Interpretive Summary: Food poisoning outbreaks due to Salmonella have been associated with inadequate cooking of contaminated chicken in retail food service operations. Thus, there has been a need to better define the heat treatment given to chicken to provide an adequate degree of protection against survival of this pathogen. We developed a mathematical model for predicting the destruction of Salmonella on chicken skin. The model can be used to predict the time required at any temperature to kill a specific number of this deadly bacterium on chicken skin. The results will be of immediate use to consumers and to the retail food service operations and regulatory agencies to ensure the safety of the cooked chicken.
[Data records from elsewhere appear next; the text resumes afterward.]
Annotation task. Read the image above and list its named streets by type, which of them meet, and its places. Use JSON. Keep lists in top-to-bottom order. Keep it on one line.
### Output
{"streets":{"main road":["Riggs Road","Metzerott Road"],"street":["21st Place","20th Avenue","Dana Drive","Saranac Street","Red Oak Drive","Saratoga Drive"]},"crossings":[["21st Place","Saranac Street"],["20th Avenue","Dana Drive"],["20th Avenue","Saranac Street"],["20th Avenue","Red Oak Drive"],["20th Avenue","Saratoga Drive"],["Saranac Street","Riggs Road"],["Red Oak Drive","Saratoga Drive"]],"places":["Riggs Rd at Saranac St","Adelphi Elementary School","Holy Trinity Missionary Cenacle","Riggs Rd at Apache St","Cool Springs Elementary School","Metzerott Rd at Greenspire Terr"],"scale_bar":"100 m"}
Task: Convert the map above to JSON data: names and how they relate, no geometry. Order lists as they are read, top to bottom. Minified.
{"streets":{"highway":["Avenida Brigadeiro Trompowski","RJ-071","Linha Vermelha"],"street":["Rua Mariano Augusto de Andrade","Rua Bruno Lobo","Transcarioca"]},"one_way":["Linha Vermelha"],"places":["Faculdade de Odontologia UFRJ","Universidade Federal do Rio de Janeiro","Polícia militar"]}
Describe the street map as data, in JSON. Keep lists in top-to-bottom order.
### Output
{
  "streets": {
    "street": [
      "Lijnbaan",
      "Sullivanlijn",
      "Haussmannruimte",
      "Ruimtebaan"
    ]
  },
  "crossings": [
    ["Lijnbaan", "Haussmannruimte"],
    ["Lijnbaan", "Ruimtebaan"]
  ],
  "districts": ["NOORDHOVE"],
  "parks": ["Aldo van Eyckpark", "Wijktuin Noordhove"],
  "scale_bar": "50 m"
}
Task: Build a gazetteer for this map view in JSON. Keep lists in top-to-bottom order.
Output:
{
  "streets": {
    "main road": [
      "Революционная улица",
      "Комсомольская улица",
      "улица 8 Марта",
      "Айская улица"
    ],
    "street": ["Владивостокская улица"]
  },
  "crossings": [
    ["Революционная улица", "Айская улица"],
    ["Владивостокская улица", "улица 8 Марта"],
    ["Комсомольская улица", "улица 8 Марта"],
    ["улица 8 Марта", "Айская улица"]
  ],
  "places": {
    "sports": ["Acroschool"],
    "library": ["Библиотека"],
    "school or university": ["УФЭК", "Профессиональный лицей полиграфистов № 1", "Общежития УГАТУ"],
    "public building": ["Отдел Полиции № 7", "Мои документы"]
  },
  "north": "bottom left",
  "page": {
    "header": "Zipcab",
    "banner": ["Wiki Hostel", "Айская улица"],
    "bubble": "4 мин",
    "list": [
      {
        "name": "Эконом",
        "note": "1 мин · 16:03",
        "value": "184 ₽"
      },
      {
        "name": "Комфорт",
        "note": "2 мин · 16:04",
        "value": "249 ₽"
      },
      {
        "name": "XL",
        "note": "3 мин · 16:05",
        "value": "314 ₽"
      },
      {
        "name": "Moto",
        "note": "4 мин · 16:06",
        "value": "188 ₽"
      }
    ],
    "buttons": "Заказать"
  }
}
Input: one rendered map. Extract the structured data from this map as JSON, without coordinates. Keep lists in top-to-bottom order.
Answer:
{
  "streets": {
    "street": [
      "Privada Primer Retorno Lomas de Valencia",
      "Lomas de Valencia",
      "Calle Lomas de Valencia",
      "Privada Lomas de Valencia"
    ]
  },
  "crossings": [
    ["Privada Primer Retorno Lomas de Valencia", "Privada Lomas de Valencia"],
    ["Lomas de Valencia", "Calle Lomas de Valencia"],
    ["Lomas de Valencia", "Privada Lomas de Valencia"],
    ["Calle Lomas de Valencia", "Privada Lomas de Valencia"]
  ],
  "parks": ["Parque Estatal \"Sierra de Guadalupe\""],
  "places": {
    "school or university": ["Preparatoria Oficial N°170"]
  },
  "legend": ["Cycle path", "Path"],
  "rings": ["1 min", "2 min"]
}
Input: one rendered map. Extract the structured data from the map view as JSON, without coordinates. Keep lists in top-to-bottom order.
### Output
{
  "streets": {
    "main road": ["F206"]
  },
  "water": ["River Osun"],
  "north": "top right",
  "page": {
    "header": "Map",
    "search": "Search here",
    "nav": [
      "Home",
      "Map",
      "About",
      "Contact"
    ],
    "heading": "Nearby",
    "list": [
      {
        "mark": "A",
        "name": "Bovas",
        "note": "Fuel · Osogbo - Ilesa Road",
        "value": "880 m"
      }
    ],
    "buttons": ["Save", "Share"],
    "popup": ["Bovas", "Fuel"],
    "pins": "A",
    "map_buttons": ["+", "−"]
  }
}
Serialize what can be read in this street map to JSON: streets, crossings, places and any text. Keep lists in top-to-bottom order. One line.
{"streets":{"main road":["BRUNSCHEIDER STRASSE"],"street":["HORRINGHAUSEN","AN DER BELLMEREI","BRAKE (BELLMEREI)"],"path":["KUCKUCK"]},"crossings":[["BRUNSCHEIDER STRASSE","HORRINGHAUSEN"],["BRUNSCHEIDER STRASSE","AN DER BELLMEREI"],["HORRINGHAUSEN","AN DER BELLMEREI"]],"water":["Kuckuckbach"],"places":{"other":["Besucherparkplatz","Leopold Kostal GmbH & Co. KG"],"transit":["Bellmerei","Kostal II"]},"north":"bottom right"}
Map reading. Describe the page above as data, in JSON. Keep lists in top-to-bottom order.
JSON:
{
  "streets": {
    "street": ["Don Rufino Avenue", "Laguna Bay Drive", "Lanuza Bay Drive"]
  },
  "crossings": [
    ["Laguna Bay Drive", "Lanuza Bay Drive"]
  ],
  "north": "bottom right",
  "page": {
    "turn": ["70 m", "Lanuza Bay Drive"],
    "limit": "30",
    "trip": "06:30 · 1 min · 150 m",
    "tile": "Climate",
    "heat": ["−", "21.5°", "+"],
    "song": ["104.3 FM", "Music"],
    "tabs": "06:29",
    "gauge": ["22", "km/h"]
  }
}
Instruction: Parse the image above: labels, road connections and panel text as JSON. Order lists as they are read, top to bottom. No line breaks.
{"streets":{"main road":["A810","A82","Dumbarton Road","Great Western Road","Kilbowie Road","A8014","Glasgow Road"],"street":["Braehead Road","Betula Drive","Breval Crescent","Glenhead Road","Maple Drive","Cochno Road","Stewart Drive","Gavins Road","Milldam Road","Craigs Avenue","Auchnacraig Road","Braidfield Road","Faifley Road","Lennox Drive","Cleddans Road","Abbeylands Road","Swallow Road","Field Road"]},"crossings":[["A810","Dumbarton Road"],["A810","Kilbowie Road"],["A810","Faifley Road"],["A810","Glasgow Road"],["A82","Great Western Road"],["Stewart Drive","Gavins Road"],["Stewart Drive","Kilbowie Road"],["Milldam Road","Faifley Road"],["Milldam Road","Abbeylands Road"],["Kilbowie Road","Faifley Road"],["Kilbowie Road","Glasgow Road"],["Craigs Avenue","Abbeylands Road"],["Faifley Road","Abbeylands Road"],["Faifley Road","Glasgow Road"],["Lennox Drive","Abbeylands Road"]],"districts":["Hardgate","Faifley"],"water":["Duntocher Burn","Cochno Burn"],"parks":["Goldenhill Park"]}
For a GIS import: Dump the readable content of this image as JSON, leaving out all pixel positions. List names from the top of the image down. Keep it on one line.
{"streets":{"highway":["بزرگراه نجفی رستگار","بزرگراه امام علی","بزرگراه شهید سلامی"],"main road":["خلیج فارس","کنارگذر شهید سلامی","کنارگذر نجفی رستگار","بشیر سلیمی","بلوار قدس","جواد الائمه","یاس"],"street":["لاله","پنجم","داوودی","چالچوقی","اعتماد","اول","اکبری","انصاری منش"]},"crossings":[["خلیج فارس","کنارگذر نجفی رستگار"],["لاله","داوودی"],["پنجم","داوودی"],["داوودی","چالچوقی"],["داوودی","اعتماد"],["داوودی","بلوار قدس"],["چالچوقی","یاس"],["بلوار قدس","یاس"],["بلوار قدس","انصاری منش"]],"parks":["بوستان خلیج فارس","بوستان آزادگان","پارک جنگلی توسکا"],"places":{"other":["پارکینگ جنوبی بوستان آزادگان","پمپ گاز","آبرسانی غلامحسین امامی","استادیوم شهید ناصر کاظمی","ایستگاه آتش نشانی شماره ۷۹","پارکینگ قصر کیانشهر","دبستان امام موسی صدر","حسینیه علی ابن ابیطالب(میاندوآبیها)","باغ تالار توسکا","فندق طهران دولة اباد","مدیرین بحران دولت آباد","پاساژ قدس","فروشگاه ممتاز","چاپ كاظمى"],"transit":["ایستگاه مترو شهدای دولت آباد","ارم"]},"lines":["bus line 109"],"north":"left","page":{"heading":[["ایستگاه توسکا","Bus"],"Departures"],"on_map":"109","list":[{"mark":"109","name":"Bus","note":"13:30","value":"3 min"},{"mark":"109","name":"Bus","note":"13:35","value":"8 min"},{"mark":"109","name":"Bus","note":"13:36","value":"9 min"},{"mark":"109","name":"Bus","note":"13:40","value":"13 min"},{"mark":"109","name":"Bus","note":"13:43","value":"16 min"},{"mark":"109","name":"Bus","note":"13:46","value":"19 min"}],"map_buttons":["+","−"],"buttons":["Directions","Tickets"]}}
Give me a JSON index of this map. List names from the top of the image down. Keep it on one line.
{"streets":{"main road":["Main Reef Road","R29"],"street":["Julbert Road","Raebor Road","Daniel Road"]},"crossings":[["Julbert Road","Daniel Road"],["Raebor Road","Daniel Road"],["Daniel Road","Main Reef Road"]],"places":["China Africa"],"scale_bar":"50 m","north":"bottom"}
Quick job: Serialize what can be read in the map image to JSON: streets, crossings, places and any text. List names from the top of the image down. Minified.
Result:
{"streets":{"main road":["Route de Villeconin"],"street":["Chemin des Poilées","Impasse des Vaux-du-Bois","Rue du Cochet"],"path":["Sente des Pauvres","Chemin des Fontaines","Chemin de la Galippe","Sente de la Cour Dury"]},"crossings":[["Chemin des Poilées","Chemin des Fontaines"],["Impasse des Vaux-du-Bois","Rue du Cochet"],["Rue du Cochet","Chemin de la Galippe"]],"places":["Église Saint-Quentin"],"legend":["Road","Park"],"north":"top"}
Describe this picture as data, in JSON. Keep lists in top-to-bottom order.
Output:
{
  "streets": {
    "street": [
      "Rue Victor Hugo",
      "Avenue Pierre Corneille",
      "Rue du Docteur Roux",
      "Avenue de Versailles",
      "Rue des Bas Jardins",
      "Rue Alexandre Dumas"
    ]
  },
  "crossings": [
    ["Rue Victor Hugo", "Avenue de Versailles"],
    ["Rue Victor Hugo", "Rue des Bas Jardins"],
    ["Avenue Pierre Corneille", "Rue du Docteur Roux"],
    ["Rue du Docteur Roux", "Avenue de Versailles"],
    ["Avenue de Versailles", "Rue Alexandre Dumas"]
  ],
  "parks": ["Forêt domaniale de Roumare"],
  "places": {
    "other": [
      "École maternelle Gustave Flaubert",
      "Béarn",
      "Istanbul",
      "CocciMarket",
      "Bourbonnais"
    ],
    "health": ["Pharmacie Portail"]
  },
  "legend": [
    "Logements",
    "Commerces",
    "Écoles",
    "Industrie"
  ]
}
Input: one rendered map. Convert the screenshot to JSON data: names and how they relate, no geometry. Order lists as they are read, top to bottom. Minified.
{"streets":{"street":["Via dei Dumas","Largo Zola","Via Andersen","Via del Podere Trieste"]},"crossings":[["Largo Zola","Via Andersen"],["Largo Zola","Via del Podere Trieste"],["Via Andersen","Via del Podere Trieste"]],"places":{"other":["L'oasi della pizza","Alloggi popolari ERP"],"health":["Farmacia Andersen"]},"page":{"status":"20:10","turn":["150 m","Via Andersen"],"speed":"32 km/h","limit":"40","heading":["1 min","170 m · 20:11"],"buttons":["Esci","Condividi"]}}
Technical Abstract: Salmonella is a leading cause of foodborne illness, and live poultry is a main reservoir of this pathogen. Cross-contamination and transportation of contaminated poultry meat act as an important vehicle of Salmonella infections in humans. In this study, we assessed the effect of two antimicrobials: acidified sodium chlorite (ASC; 100 to 300 ppm) and carvacrol (0.02 to 0.06%) followed by thermal treatment to inactivate Salmonella Typhimurium on dressed chicken skin. D-values (time in min for the pathogen to decrease by 90%) of Salmonella Typhimurium at 56, 60 and 64 deg C on chicken skin with no prior dipping in antimicrobials, determined by linear regression, were 6.17, 3.16, 1.32 min, respectively. Two D-values calculated using a logistic model, ranged from 6.28 (D1, major population, plus TL) and 11.66 (D2, heat-resistant subpopulation, plus TL) min at 56 deg C to 1.08 (D1 plus TL), and 2.07 (D2 plus TL) min at 64 deg C. Pre-dipping in 100 – 300 ppm ASC or 0.02-0.06% carvacrol rendered the pathogen more sensitive to the lethal effect of heat. Thus, combination of ASC or carvacrol with heat was more effective in reducing heat resistance of the pathogen on dressed chicken surface. The model developed will assist poultry processors in estimating the time and temperature required for specific log reductions of Salmonella Typhimurium on chicken skin and thus, will contribute in designing acceptance limits at critical control points for cooking chicken.